[Provided records Boundary: Start]

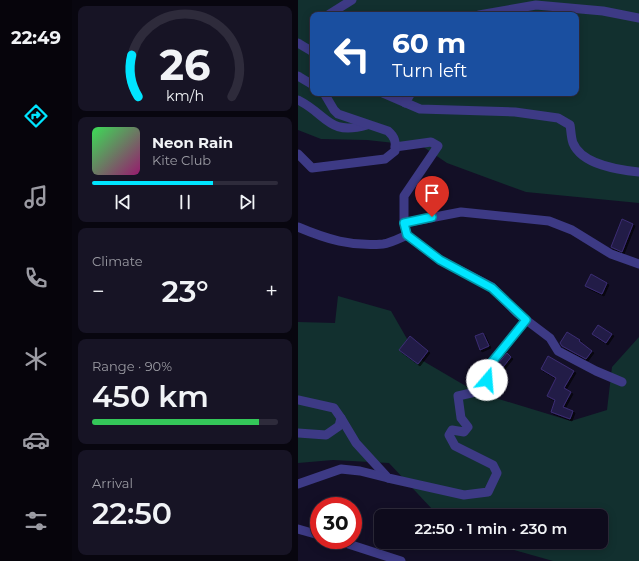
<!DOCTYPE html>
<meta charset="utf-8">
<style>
:root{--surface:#0e0b1c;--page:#171425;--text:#f1f3f6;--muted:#9b9ba3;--line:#2e2b3b;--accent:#00e5ff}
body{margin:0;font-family:Montserrat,sans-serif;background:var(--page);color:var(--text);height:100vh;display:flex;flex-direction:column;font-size:15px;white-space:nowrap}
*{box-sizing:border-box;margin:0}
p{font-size:13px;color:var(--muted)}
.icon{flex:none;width:22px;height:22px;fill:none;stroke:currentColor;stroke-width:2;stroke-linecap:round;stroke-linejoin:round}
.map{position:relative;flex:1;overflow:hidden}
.details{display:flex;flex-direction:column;gap:6px;padding:6px;background:#08060f;width:226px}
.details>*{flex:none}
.top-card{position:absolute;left:12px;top:12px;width:269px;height:84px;border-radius:8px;box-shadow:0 2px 10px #0003,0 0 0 1px var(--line);background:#1a4fa0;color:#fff;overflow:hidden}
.speed{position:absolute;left:12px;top:497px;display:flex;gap:8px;font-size:20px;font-weight:700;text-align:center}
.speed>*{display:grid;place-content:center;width:52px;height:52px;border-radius:50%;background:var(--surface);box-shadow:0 2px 10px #0003,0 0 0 1px var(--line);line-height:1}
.speed .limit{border:6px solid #d22;background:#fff;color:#111}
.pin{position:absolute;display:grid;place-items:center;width:34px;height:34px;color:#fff;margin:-41px -17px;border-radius:50% 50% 50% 0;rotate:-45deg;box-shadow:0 0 4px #0007}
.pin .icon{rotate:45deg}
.me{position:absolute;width:44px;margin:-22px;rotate:18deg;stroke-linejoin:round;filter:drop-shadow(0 0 3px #0008)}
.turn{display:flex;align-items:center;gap:14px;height:84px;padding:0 16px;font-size:18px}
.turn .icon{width:52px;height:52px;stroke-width:2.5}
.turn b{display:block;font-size:28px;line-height:34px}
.big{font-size:30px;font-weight:600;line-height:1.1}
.details .card{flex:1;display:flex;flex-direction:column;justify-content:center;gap:6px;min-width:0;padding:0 14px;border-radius:8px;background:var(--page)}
.details .dial{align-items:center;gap:0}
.dial svg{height:104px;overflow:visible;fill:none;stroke:var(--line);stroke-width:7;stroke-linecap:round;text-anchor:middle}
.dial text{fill:var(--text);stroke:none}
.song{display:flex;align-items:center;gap:12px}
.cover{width:48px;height:48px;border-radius:6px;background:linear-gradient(135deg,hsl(130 70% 55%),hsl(320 70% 35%))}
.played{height:4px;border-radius:2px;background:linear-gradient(90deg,var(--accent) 65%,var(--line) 65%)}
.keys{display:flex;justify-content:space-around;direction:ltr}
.heat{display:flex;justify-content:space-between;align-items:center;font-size:22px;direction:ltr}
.charge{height:6px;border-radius:3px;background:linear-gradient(90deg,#34c759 90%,var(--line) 0)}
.trip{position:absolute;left:76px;top:509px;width:234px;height:40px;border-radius:8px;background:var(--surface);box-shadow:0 2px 10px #0003,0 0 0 1px var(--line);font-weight:600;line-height:40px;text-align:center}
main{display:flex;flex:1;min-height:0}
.menu{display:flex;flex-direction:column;width:72px;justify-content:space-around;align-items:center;background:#06040b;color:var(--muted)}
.menu .icon{width:28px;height:28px}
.menu .selected{color:var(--accent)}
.menu b{font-size:18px;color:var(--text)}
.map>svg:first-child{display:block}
.green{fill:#12302f;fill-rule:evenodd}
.building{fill:#241b47;stroke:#3b2d73;filter:url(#shadow)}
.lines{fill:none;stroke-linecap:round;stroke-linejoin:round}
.minor{stroke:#3d3a85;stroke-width:9}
.route-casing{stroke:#0095a6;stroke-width:10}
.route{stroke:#00e5ff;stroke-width:7}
</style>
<main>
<nav class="menu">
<b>22:49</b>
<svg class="icon selected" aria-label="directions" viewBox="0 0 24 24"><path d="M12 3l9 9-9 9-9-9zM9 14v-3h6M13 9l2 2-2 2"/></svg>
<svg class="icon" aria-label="music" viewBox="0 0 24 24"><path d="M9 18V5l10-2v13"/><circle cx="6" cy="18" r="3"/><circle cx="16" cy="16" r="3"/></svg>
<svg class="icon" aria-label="phone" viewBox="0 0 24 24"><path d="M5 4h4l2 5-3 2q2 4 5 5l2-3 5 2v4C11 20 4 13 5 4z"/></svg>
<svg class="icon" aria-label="climate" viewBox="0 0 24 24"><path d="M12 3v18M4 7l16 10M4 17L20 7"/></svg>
<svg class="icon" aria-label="car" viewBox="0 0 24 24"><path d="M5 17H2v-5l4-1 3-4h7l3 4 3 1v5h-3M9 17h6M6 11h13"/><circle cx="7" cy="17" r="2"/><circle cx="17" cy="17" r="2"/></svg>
<svg class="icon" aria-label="filters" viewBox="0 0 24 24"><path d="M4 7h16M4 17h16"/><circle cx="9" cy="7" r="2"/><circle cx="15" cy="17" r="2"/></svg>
</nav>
<section class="details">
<div class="card dial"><svg viewBox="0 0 100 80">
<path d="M14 69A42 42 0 1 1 86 69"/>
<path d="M14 69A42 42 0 0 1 9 37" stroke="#00e5ff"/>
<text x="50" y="56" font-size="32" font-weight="700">26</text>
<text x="50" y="72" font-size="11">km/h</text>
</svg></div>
<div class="card">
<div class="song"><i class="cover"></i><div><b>Neon Rain</b><p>Kite Club</p></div></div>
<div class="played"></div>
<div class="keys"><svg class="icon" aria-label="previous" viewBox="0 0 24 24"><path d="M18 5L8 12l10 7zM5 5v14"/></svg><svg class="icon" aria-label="pause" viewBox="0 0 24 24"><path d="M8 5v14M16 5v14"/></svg><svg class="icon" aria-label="next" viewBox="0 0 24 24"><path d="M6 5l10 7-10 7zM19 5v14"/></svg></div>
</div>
<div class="card"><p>Climate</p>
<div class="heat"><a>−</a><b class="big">23°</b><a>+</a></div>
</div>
<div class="card"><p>Range · 90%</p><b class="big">450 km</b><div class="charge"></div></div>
<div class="card"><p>Arrival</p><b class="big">22:50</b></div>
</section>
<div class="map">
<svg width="341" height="561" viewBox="0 0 341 561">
<defs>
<filter id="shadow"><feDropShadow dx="2" dy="2" stdDeviation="0" flood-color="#0009"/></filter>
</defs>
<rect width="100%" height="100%" fill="#130f26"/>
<!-- green -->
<g class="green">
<path d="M 0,0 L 341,0 L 341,203 L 228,192 L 149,163 L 124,146 L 69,140 L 23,139 L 0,130 ZM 15,15 L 278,15 L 278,93 L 15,93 Z"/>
<polygon points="40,296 93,311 120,358 178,392 273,421 309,410 314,367 341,337 341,561 255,561 188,542 303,542 303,516 145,516 134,509 91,463 35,460 0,463 0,322 37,323"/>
</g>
<!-- building -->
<g class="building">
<polygon points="324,219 335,224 324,252 313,247"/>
<polygon points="293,274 309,283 304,294 287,286"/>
<polygon points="300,325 314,334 308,343 294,334"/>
<polygon points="269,332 282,340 281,341 294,351 288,359 264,346 262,343"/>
<polygon points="185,333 191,346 182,350 177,336"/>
<polygon points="112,336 130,351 120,364 101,350"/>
<polygon points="209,353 213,357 202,371 199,368 199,365"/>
<polygon points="250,356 276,371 266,388 273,392 265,407 275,411 272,419 253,412 257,400 249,396 258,378 243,369"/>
</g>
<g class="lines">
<!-- minor -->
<g class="minor">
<polyline points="30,15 54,0"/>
<polyline points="181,15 238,5 305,11 341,18"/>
<polyline points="0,43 15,52"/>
<polyline points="0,76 15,85"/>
<path d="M 85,93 L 122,109 L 217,112 L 260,118 L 272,125 C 273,130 273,138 275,143 C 284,165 321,170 341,172"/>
<path d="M 0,100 C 30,115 30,136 69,125"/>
<polyline points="107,103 113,93"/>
<polyline points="97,147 133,142 140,146 106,196 106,223 109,235 142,260 194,287 219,313 252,338 260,351 298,371 324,382"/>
<path d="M 0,154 L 14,168 L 87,159 L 97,151 C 98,142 97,137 90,131 L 40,114 L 36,110 L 26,93"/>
<polyline points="106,223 163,212 251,221 274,230 313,254 341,264"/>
<path d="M 0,227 C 28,239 54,247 85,244 C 93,243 102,238 109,235"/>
<polyline points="0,400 36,408 43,418 41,426 28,435 0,433"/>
<polyline points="43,418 58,443 90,478 166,495 190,492 199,473 195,465 157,446 151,435 154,430 166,432 170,427 163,418 160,396 182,391 189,380 194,362 228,320"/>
<polyline points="0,484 43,469 62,471 90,478"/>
<polyline points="0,529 21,535"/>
<polyline points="38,540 103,561"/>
</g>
</g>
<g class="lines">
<defs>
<polyline id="route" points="134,217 106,223 109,235 142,260 194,288 228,320 194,362 189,380"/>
</defs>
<!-- route casing -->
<use href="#route" class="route-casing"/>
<!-- route -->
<use href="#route" class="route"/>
</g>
</svg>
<div class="speed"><div class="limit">30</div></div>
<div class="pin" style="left:134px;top:217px;background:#d93025"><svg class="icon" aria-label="arrive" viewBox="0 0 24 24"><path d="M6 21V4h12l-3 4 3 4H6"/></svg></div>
<svg class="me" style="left:189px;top:380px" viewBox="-20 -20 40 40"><circle r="19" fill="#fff"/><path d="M0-13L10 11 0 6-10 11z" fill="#00e5ff"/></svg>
<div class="trip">22:50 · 1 min · 230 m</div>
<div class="top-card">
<div class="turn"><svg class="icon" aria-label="left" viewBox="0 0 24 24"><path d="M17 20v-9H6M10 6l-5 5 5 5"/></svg><div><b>60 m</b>Turn left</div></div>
</div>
</div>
</main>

[Provided records Boundary: End]

Assignment:
Line count for the word "weight": please state how many lines of the records above contain it, and nothing else.

Expected output:
4